Im Bund kracht es mächtig zwischen den schwarzen Schwesterparteien CDU und CSU. Grund ist die Asylpolitik. Ministerpräsident Kretschmann gibt eine deutliche Antwort, wo er in der Auseinandersetzung steht.

Stuttgart - Im Asylstreit stellt sich Baden-Württembergs Ministerpräsident Winfried Kretschmann (Grüne) auf die Seite von Kanzlerin Angela Merkel (CDU) und damit gegen die CSU. Kretschmann sagte am Dienstag in Stuttgart, die Kanzlerin habe seine volle Unterstützung bei ihrem Kurs, das Thema auf europäischer Ebene zu lösen. Die Alternative zu einem europäischen Einigungsprozess sei höchst unattraktiv. Die großen Fragen wie Klimawandel, Migration, Terrorismus und Freihandel könnten nur gemeinsam angegangen werden - Nationalstaaten könnten heute alleine kaum noch etwas ausrichten.

 

Seit Tagen streiten sich CSU und CDU über die künftige Asylpolitik. Am Montag hatte die CSU der CDU-Chefin Merkel eine Frist für eine europäische Lösung im Asylstreit bis nach dem EU-Gipfel Ende Juni gegeben. Kommen bis dahin, auch auf dem EU-Gipfel, keine Vereinbarungen mit EU-Partnern zustande, soll mit umfassenden Zurückweisungen von Migranten an den Grenzen begonnen werden. Dabei geht es aus CSU-Sicht insbesondere um Asylbewerber, die bereits in einem anderen EU-Land registriert sind. Merkel lehnt grundsätzlich einen nationalen Alleingang in der Flüchtlingspolitik ab. Sie setzt auf eine Lösung unter dem Dach der Europäischen Union.
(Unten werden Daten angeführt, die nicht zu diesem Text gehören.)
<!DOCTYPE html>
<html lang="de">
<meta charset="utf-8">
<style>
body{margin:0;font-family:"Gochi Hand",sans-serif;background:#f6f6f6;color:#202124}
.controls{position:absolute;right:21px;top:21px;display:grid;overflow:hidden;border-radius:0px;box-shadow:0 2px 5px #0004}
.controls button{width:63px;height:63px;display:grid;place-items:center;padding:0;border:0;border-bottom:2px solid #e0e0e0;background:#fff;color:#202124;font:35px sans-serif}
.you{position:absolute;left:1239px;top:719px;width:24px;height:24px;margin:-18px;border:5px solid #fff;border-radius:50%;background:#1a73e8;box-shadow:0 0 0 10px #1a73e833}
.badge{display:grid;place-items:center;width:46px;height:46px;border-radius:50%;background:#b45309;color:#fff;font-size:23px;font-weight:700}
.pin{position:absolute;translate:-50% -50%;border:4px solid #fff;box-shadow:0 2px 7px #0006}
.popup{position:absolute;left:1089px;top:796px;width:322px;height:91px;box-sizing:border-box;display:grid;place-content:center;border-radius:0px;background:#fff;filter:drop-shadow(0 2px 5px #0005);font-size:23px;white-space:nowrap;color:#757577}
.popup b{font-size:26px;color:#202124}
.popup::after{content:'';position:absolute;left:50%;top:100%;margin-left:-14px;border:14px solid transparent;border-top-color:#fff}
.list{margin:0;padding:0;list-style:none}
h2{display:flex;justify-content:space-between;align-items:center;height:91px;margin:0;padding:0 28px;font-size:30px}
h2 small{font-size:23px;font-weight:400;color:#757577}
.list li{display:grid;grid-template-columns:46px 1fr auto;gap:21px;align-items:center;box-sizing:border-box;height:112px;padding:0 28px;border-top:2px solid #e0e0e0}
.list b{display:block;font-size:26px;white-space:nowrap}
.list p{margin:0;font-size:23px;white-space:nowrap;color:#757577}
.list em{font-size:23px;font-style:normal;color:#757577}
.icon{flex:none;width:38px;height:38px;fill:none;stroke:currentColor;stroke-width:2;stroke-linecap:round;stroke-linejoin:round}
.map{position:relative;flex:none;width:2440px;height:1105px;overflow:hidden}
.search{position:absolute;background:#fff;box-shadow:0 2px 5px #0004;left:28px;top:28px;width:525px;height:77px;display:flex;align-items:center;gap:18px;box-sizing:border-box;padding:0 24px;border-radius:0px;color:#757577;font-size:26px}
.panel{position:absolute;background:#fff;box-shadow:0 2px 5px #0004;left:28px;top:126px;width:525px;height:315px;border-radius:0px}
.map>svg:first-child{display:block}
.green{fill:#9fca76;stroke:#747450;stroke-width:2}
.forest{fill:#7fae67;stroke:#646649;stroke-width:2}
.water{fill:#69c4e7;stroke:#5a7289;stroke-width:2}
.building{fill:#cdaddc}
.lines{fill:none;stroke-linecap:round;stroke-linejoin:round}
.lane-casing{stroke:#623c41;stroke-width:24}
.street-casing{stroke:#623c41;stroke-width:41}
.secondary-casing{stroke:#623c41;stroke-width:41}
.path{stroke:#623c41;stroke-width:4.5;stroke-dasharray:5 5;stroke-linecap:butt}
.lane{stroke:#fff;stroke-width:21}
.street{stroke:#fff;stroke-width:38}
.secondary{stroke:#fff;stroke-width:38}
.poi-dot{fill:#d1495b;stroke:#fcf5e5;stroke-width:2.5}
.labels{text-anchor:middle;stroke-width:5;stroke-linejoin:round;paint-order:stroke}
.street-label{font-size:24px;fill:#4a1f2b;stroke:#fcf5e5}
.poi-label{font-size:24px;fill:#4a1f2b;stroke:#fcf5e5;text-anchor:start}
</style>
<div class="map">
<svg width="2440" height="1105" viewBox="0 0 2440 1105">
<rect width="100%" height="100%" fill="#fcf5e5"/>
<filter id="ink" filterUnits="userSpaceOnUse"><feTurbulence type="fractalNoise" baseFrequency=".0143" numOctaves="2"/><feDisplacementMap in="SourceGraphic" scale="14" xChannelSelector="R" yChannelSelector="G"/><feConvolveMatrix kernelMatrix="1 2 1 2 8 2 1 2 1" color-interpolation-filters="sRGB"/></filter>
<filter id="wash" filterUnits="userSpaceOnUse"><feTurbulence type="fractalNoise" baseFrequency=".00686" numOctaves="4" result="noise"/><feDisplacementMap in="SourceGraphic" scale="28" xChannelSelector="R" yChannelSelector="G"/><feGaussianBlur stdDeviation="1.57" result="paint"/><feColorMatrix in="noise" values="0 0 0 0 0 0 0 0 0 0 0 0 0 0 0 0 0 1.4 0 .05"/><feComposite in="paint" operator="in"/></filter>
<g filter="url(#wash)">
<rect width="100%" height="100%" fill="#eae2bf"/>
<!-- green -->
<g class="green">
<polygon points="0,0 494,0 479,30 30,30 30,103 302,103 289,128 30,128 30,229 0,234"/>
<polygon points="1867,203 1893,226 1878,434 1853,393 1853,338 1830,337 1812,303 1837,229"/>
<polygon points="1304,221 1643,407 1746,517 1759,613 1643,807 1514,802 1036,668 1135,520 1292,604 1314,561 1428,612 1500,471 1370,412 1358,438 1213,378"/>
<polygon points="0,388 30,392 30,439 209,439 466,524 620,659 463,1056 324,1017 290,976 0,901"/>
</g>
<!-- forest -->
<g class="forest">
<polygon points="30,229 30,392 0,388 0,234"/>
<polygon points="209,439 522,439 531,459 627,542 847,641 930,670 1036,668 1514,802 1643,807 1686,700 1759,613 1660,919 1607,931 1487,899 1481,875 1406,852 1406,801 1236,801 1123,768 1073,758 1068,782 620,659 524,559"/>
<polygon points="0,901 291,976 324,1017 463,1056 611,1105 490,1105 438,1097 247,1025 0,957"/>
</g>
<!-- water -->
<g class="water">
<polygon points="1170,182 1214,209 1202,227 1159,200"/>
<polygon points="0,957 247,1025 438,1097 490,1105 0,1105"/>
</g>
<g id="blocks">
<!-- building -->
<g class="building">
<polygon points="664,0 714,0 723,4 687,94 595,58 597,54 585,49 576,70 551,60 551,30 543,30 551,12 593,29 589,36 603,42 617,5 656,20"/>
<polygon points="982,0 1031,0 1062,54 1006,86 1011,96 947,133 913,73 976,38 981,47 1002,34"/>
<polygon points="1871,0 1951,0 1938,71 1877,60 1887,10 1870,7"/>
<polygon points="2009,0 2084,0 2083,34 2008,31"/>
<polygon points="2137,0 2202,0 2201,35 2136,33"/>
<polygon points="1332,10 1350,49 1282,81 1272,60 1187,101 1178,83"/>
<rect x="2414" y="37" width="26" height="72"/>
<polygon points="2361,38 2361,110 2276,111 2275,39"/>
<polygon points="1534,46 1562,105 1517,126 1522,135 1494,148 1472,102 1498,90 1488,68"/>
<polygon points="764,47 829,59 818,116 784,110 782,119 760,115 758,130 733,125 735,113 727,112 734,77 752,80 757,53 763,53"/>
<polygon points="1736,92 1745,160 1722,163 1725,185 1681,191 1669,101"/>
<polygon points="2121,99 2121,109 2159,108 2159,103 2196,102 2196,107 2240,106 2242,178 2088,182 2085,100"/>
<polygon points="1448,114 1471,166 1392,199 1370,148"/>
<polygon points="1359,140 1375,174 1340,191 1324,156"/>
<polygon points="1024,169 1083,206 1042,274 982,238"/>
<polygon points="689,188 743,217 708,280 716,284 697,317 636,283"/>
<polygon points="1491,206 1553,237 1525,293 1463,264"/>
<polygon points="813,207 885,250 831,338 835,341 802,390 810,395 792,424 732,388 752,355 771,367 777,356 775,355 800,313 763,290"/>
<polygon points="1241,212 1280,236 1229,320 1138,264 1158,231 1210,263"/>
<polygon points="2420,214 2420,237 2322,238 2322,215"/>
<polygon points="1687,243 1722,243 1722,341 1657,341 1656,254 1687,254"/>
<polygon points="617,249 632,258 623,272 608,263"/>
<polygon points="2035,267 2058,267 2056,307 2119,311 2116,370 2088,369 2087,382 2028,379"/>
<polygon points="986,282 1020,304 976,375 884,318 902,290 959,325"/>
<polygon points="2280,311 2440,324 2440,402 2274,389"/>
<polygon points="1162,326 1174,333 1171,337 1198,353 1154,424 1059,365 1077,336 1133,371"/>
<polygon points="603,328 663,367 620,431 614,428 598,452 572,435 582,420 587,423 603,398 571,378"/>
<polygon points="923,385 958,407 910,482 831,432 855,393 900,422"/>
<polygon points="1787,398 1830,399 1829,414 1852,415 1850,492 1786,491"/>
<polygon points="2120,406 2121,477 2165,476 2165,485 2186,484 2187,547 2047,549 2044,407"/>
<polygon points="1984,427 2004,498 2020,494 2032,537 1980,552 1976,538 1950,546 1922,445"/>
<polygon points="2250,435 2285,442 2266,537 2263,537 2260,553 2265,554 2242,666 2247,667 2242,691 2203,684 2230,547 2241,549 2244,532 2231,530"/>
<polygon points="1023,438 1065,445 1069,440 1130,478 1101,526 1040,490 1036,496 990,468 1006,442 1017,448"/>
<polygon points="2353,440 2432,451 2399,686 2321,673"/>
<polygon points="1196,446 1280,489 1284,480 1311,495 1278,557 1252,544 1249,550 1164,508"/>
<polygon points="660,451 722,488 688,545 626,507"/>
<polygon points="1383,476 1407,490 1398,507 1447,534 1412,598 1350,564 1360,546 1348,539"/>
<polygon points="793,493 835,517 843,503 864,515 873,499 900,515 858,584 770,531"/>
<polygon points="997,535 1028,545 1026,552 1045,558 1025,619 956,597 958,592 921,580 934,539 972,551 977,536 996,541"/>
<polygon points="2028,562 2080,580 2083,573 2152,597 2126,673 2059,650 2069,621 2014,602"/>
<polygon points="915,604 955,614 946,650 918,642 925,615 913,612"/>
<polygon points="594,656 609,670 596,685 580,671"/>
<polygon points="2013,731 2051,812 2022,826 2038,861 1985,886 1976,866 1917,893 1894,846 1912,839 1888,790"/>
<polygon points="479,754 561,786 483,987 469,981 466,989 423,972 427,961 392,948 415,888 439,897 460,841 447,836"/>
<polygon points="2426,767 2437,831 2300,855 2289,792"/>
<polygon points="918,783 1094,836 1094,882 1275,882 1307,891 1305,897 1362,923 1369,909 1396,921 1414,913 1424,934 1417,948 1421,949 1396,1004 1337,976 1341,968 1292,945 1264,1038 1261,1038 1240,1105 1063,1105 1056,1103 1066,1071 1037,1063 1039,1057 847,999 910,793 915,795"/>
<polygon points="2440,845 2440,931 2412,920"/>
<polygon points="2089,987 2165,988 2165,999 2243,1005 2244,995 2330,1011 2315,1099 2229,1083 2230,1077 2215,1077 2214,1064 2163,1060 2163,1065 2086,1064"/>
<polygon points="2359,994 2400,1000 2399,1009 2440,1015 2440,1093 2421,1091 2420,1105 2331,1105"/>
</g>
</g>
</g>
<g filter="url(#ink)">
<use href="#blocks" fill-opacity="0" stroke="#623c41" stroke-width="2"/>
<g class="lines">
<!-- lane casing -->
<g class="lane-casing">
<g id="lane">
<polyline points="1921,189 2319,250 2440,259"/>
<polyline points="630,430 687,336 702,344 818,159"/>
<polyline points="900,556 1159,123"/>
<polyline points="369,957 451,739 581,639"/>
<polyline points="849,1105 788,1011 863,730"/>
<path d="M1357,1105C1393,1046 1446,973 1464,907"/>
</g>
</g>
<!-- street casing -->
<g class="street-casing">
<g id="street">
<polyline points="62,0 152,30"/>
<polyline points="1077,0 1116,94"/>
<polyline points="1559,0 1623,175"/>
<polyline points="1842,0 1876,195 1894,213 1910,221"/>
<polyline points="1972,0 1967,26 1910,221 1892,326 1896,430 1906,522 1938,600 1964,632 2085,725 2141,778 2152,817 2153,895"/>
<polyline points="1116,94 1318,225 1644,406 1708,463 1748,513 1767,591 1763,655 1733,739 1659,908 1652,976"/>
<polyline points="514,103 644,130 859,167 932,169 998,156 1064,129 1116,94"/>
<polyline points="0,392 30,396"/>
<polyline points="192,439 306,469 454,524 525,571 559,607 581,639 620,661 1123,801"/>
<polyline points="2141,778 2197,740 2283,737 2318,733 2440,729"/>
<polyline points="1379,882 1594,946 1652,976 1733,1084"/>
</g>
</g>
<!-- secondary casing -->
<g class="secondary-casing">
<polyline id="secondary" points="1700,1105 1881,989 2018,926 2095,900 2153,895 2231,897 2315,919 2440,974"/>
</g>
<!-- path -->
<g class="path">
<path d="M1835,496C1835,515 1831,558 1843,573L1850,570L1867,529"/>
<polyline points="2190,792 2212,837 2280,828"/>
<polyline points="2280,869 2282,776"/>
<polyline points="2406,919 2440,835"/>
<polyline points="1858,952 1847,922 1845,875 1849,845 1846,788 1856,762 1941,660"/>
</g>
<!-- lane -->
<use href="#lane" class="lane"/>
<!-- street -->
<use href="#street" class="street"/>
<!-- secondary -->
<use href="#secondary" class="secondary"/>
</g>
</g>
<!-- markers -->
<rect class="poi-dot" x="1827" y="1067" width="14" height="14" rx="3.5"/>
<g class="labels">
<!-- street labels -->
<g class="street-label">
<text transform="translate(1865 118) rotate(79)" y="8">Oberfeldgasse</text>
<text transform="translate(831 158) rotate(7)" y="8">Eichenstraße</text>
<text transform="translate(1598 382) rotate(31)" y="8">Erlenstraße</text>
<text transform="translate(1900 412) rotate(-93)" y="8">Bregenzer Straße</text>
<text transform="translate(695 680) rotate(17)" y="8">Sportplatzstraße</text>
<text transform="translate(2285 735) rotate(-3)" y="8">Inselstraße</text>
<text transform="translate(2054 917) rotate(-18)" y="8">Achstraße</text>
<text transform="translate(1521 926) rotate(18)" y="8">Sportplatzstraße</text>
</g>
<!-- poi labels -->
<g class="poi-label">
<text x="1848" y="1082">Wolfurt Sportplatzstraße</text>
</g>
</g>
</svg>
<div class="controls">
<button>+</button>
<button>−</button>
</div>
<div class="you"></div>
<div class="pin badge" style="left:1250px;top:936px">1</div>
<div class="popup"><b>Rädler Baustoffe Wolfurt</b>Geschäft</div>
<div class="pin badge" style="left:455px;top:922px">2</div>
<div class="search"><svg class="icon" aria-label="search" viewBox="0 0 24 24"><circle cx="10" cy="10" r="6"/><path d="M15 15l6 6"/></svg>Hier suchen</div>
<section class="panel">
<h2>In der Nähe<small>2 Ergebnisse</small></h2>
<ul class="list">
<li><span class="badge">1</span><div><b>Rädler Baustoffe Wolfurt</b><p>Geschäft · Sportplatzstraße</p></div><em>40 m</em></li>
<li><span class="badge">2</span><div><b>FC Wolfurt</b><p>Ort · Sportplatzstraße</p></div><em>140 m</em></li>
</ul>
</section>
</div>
Kretschmann kritisierte, nach den innenpolitischen Vorgängen sei Merkel in Europa nicht besonders verhandlungsstark. Das sei „verantwortungslos“. Wenn man schon so eine Asyldebatte vom Zaun breche, dann hätte man damit bis zur Zeit nach dem EU-Gipfel warten können, sagte der grüne Regierungschef mit Blick auf die CSU.

„Angst ist ein schlechter Ratgeber“

Vermutlich handele die CSU so aus Angst vor der Alternative für Deutschland (AfD) bei der bayerischen Landtagswahl im Herbst. „Angst ist aber ein schlechter Ratgeber.“ Es bestehe die Gefahr, dass man mit so einem Kurs die AfD eher befördere als sie zu drücken. Kretschmann warf der CSU vor, die Dinge zu kurzfristig zu betrachten. „Es geht um sehr viel - um mehr als die bayerische Landtagswahl.“

Dem realpolitisch ausgerichteten Ministerpräsidenten wird seit langem eine besondere Nähe zu Kanzlerin Merkel nachgesagt. Im Januar 2016 hatte er in einem Interview erklärt, dass er jeden Tag dafür bete, dass Merkel gesund bleibe, weil sie Europa zusammenhalte. Am Montag hatte sich auch Vizeregierungschef Thomas Strobl, der CDU-Bundesvize ist, im Asylstreit öffentlich auf die Seite der Kanzlerin gestellt. Dabei haben das bis 2011 von der CDU regierte Baden-Württemberg und das von der CSU dominierte Bayern eigentlich in der Vergangenheit eine enge politische Zusammenarbeit auf der „Südschiene“ gepflegt.

Hingegen sympathisiert die oppositionelle FDP mit der Haltung der CSU. Landtagsfraktionschef Hans-Ulrich Rülke teilte mit, angesichts der nicht erkennbaren Lösung der Migrationsfrage auf europäischer Ebene müsse man auf der nationalen Ebene Handlungsfähigkeit beweisen - und zwar auch mit Zurückweisungen von Asylbewerbern an der Grenze.